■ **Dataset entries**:
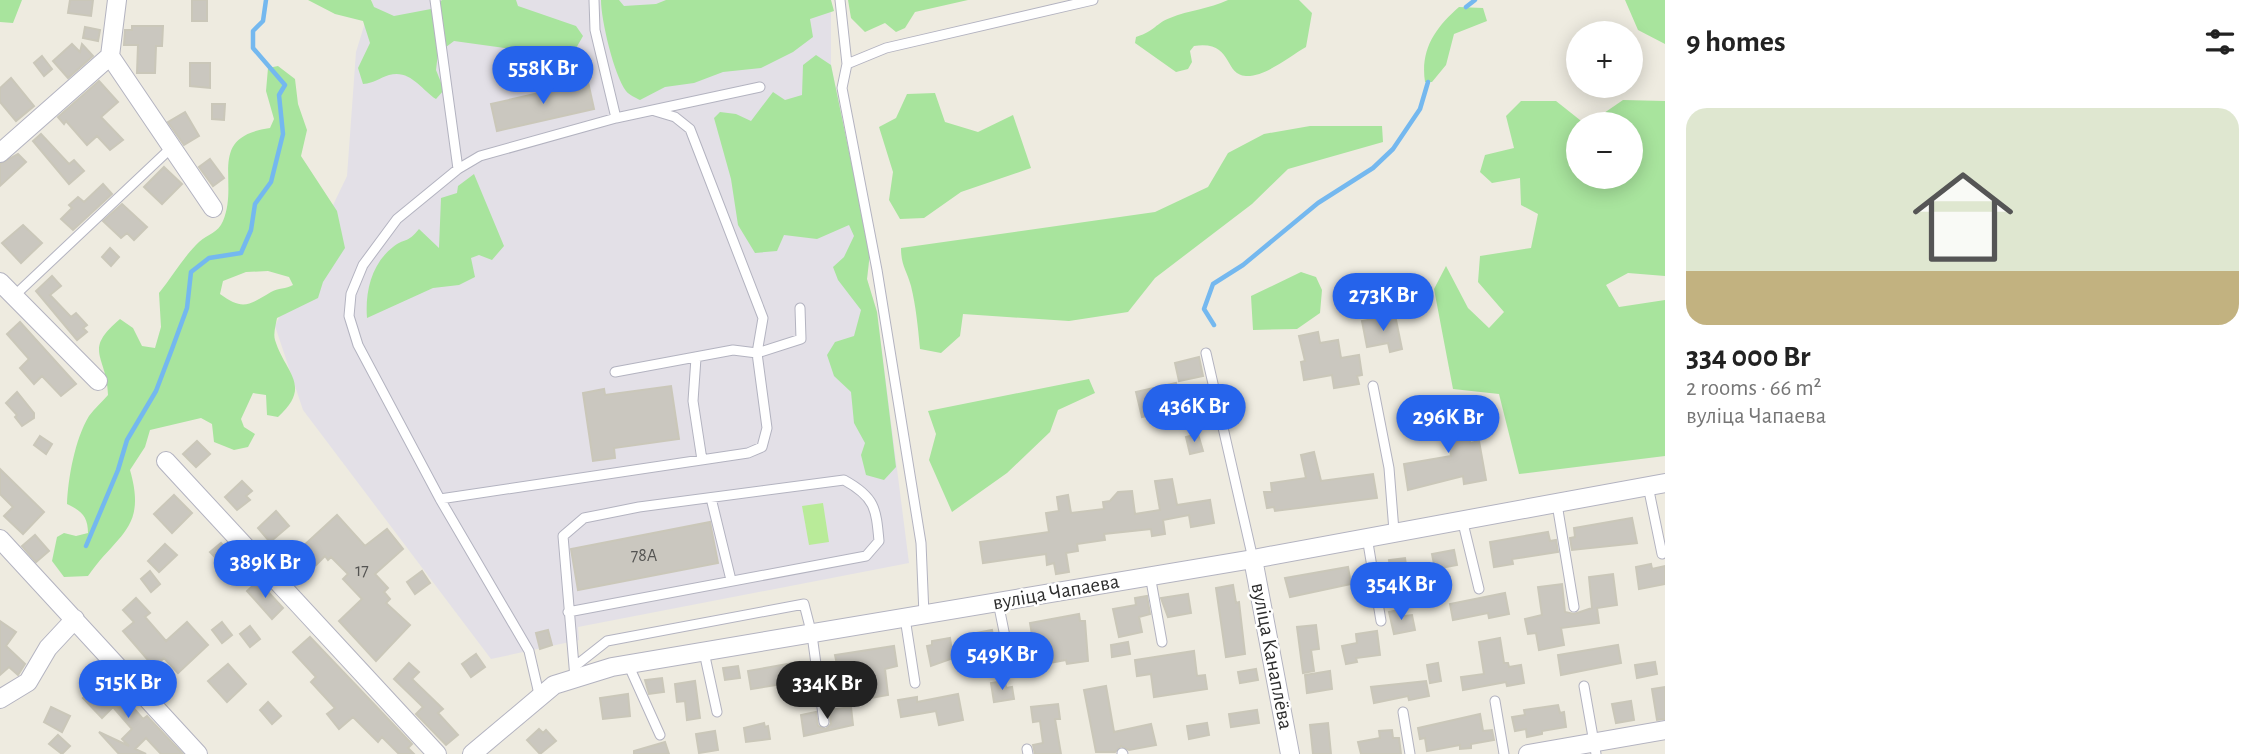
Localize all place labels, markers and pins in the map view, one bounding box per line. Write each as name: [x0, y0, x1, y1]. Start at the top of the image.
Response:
pin: 558K Br: [478, 46, 608, 106]
pin: 273K Br: [1318, 274, 1448, 333]
pin: 436K Br: [1129, 384, 1259, 444]
pin: 296K Br: [1383, 396, 1513, 455]
pin: 389K Br: [200, 540, 330, 600]
pin: 354K Br: [1336, 562, 1466, 622]
pin: 549K Br: [937, 632, 1067, 692]
pin: 515K Br: [63, 660, 193, 720]
pin: 334K Br: [762, 662, 892, 721]

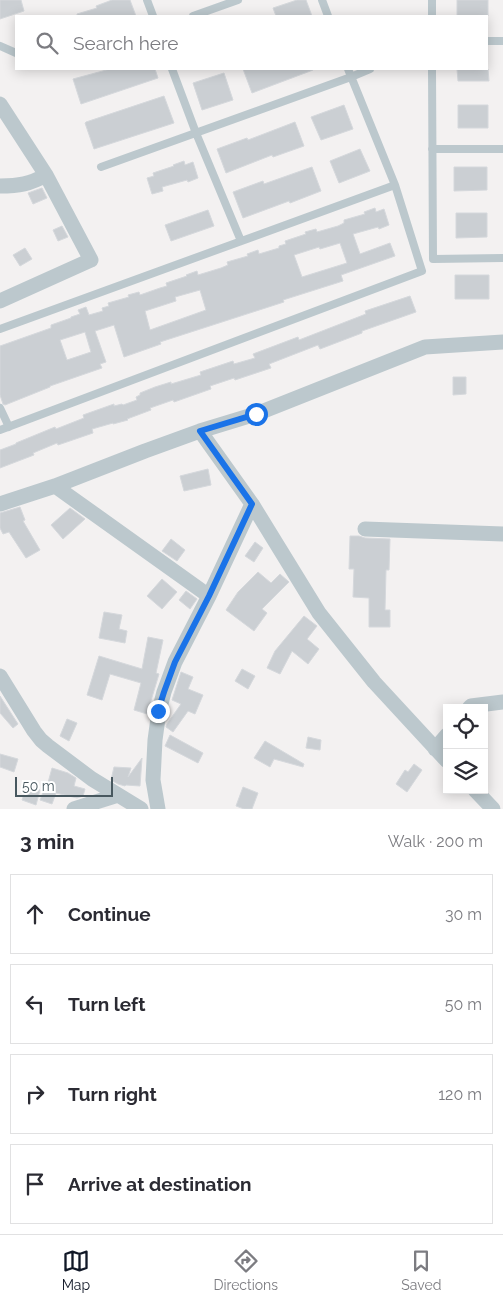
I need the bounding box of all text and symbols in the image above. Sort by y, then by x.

■ **Activity**: Set down each record above exactly as it stands and leave out all pictures.

■ **Expected output**:
Localize all place labels, markers and pins in the map view, one bounding box per line. Write each as name: [x0, y0, x1, y1]. Start at the top of the image.
Response:
pin: 558K Br: [478, 46, 608, 106]
pin: 273K Br: [1318, 274, 1448, 333]
pin: 436K Br: [1129, 384, 1259, 444]
pin: 296K Br: [1383, 396, 1513, 455]
pin: 389K Br: [200, 540, 330, 600]
pin: 354K Br: [1336, 562, 1466, 622]
pin: 549K Br: [937, 632, 1067, 692]
pin: 515K Br: [63, 660, 193, 720]
pin: 334K Br: [762, 662, 892, 721]

I need the bounding box of all text and symbols in the image above. Sort by y, then by x.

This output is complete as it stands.